> WHAT THE TASK REQUIRES: Only lines containing the string "halo" belong in the answer; copy all of them from the entries.

Collected data:
··········
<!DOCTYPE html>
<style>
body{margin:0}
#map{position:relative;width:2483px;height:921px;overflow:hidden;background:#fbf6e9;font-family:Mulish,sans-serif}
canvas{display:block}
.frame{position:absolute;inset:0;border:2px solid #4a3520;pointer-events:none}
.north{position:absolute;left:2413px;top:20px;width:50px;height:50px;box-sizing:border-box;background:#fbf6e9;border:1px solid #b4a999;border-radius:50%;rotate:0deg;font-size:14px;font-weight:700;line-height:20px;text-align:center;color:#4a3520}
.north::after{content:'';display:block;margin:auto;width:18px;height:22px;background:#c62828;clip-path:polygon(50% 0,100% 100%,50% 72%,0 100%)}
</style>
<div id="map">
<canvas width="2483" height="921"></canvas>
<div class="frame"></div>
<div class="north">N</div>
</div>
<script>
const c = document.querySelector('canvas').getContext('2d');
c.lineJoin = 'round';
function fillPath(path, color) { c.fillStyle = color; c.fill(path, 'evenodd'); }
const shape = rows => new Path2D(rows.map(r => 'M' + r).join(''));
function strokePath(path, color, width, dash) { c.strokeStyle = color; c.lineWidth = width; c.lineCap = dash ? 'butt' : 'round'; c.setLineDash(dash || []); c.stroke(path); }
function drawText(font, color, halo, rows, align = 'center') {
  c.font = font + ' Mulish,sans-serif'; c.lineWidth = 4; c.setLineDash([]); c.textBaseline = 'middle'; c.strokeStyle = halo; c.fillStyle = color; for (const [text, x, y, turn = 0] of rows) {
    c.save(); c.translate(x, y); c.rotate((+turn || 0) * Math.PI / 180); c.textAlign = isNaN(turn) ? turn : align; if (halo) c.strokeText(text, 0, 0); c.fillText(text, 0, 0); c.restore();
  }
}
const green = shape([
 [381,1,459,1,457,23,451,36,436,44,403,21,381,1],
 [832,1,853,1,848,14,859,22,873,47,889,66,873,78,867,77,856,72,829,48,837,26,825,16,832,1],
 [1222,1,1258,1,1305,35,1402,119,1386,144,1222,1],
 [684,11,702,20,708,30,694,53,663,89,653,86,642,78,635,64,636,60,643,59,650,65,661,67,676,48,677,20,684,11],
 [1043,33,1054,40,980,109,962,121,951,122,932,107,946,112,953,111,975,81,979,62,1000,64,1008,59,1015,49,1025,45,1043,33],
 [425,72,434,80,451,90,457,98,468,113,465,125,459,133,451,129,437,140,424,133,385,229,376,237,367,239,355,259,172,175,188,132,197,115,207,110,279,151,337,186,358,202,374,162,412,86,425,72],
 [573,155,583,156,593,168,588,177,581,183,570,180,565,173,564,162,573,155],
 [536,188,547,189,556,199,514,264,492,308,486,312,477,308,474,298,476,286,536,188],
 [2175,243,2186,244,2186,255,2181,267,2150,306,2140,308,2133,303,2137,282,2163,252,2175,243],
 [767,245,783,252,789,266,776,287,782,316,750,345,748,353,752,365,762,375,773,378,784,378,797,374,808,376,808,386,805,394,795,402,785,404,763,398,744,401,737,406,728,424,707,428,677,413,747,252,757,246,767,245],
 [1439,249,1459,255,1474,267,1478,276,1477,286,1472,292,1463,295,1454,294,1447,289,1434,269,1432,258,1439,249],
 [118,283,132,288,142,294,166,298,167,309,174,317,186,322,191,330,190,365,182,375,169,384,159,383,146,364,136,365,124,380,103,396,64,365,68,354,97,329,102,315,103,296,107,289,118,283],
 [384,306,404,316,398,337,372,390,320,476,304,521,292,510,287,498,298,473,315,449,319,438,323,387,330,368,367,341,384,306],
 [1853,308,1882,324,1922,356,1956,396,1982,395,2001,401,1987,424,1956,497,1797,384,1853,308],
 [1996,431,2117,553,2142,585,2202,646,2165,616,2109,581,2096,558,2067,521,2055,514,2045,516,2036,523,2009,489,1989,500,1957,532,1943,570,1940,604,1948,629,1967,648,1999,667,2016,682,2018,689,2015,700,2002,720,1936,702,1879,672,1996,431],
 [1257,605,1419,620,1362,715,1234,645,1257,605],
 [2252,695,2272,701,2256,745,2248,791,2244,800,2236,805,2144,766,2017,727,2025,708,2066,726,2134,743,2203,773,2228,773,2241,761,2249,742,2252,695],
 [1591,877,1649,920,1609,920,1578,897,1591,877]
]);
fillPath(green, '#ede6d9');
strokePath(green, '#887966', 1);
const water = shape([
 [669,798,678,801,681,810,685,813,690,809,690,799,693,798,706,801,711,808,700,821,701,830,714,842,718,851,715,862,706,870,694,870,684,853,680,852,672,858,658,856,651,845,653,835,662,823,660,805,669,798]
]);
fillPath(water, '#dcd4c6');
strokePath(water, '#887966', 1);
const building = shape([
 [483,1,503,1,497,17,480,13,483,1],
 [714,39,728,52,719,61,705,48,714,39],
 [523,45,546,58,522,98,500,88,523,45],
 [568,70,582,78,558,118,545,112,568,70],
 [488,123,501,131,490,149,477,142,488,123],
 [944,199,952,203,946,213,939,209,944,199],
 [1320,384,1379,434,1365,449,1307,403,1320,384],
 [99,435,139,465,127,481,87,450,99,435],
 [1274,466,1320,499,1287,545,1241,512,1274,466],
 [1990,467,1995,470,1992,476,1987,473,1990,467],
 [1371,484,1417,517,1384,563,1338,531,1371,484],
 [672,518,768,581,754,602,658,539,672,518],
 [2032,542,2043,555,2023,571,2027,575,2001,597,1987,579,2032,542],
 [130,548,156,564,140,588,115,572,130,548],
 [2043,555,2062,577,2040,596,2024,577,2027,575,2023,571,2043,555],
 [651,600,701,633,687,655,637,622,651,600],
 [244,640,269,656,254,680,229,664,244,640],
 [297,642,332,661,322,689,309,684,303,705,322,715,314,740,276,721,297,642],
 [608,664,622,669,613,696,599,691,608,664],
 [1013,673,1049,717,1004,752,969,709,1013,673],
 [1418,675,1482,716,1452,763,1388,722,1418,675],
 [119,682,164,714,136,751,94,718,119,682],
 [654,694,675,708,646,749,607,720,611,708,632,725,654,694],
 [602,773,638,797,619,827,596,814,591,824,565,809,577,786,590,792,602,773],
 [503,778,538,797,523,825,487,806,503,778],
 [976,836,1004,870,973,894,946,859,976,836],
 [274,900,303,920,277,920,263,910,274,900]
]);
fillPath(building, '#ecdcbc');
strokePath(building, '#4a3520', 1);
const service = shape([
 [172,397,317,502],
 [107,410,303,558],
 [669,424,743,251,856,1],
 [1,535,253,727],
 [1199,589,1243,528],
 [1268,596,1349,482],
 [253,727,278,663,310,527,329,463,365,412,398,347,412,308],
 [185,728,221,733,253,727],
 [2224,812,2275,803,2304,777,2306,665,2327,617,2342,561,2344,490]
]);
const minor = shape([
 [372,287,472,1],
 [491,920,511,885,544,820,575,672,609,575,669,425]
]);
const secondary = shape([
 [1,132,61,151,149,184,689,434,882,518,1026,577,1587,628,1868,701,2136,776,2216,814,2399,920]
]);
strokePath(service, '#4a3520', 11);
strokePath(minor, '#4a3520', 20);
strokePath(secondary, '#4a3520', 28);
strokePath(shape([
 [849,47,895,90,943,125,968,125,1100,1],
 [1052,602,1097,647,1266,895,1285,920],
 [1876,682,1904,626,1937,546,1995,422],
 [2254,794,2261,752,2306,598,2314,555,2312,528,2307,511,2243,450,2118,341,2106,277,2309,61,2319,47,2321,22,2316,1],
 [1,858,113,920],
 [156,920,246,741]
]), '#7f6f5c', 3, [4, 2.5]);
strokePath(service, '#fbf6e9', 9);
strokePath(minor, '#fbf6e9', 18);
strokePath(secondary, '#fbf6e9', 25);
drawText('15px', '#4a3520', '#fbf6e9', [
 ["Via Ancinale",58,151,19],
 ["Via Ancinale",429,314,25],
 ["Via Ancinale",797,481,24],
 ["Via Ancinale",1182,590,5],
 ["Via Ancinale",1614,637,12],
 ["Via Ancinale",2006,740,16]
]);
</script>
··········
> ANSWER SPACE:
function drawText(font, color, halo, rows, align = 'center') {
  c.font = font + ' Mulish,sans-serif'; c.lineWidth = 4; c.setLineDash([]); c.textBaseline = 'middle'; c.strokeStyle = halo; c.fillStyle = color; for (const [text, x, y, turn = 0] of rows) {
    c.save(); c.translate(x, y); c.rotate((+turn || 0) * Math.PI / 180); c.textAlign = isNaN(turn) ? turn : align; if (halo) c.strokeText(text, 0, 0); c.fillText(text, 0, 0); c.restore();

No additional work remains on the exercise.